**EXERCISE PROMPT:**
Print the records below exactly, with no pictures.

*** EXERCISE INPUT ***

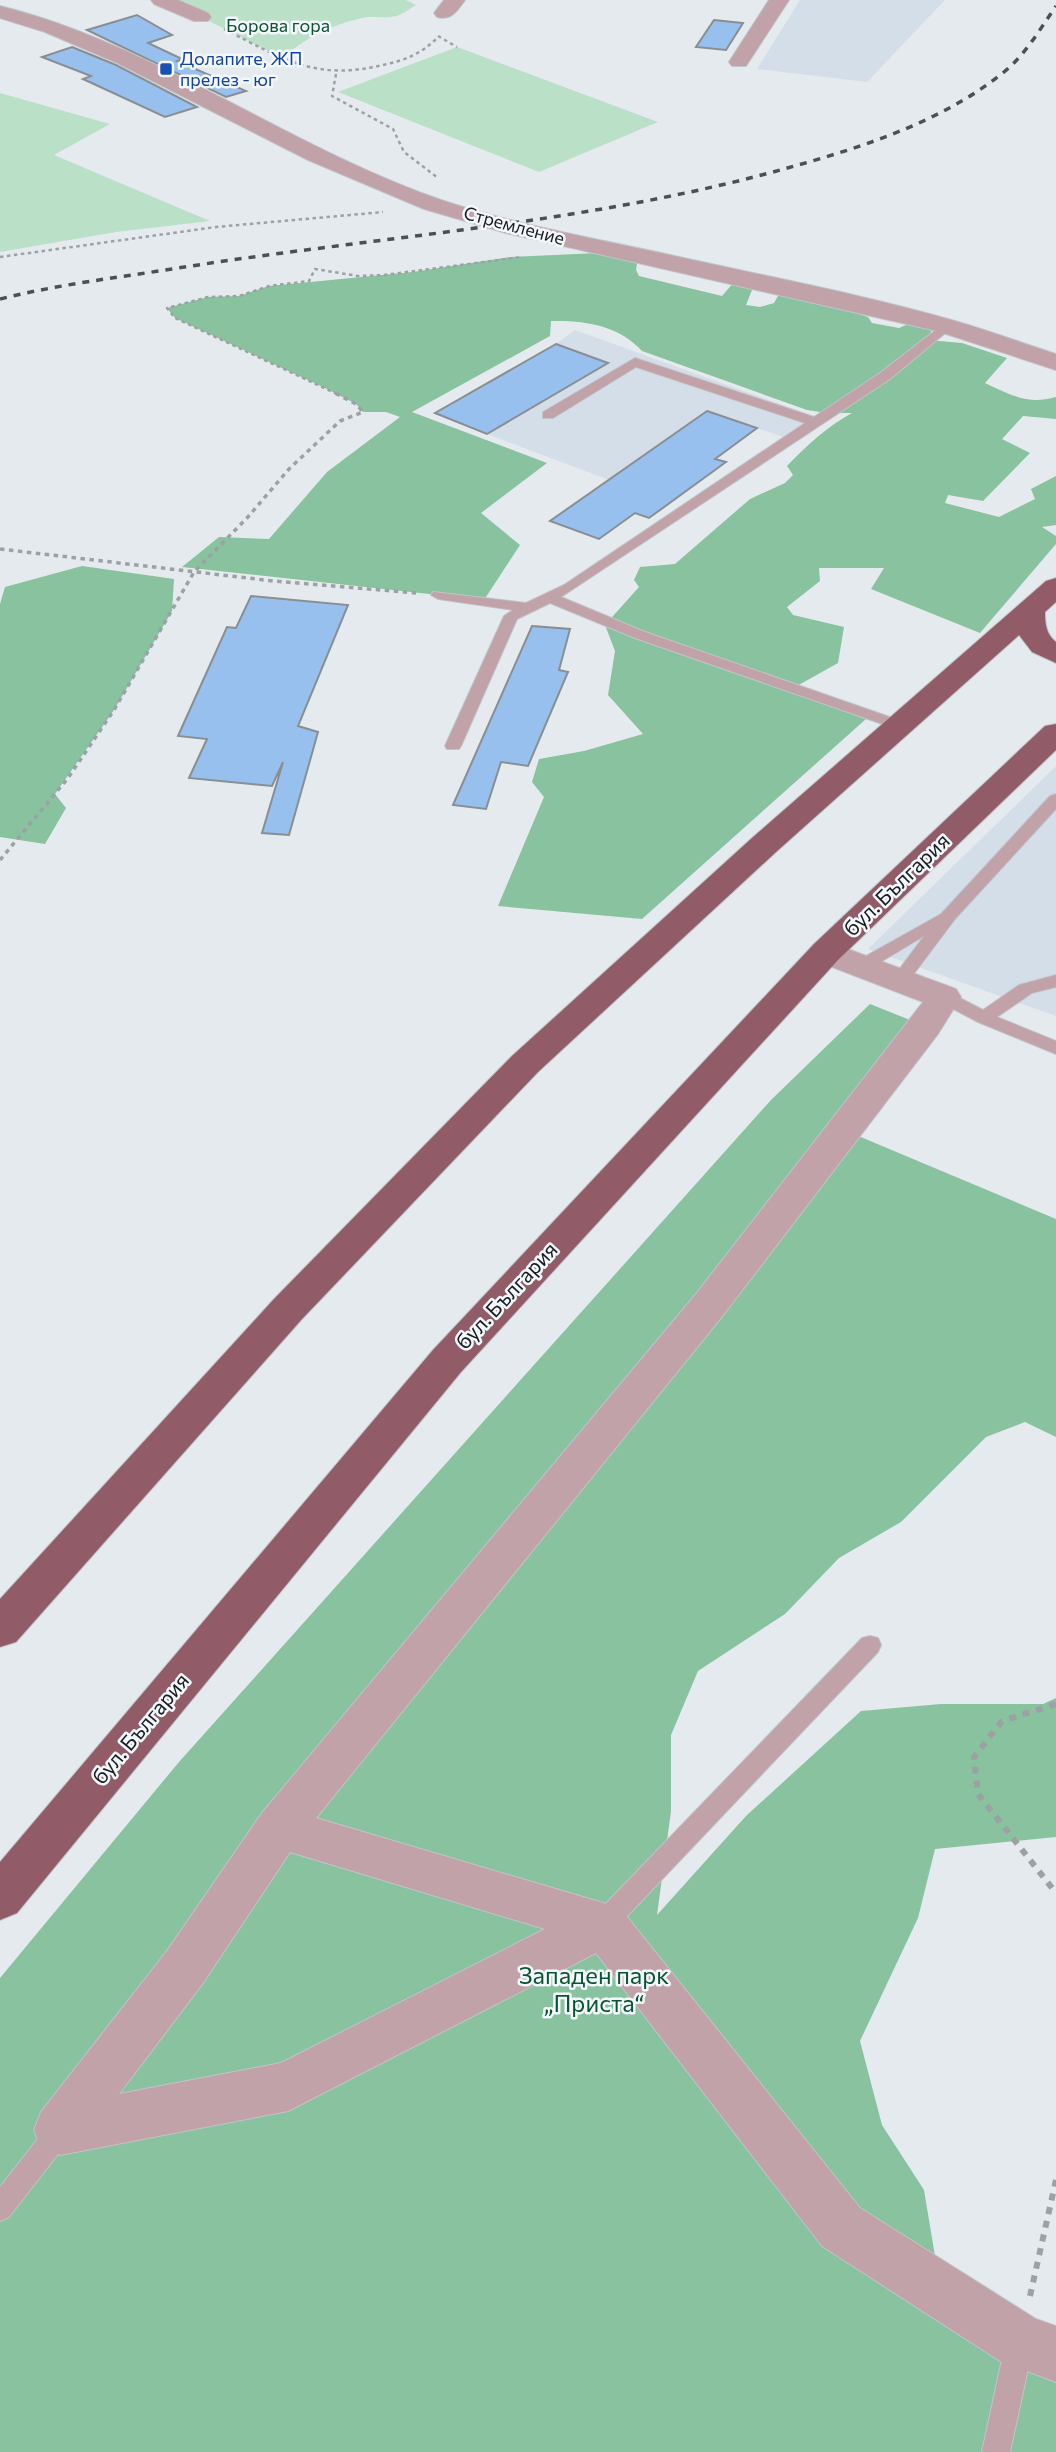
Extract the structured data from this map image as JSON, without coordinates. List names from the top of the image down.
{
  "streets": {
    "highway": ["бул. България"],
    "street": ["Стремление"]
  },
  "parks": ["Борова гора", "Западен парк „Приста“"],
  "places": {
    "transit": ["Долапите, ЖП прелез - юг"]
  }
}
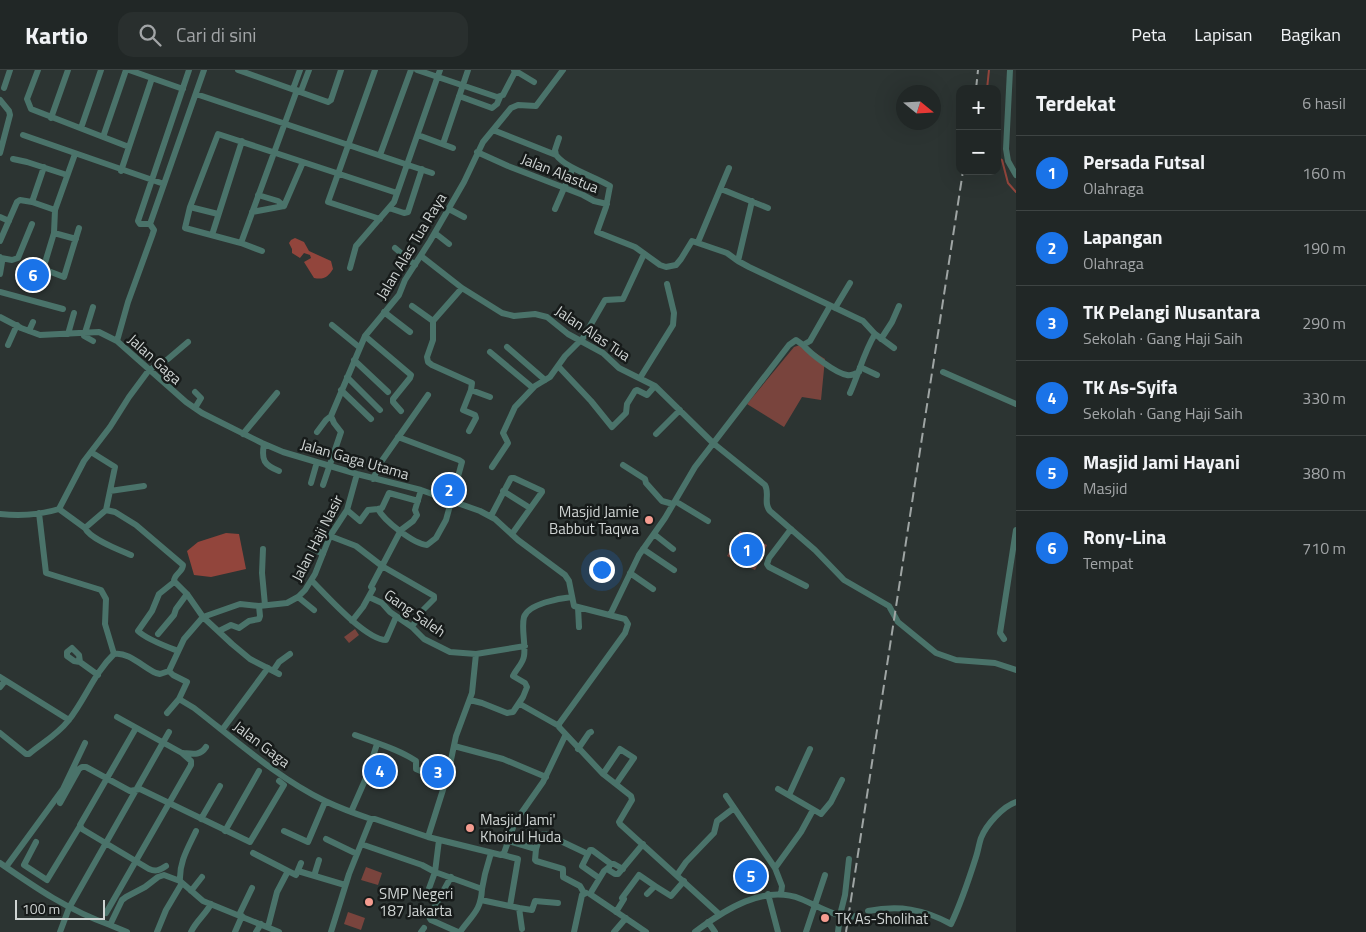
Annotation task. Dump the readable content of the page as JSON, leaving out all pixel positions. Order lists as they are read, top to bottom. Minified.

*** End of EXERCISE INPUT ***

**SOLUTION TO THE PROBLEM:**
Extract the structured data from this map image as JSON, without coordinates. List names from the top of the image down.
{
  "streets": {
    "highway": ["бул. България"],
    "street": ["Стремление"]
  },
  "parks": ["Борова гора", "Западен парк „Приста“"],
  "places": {
    "transit": ["Долапите, ЖП прелез - юг"]
  }
}
Annotation task. Dump the readable content of the page as JSON, leaving out all pixel positions. Order lists as they are read, top to bottom. Minified.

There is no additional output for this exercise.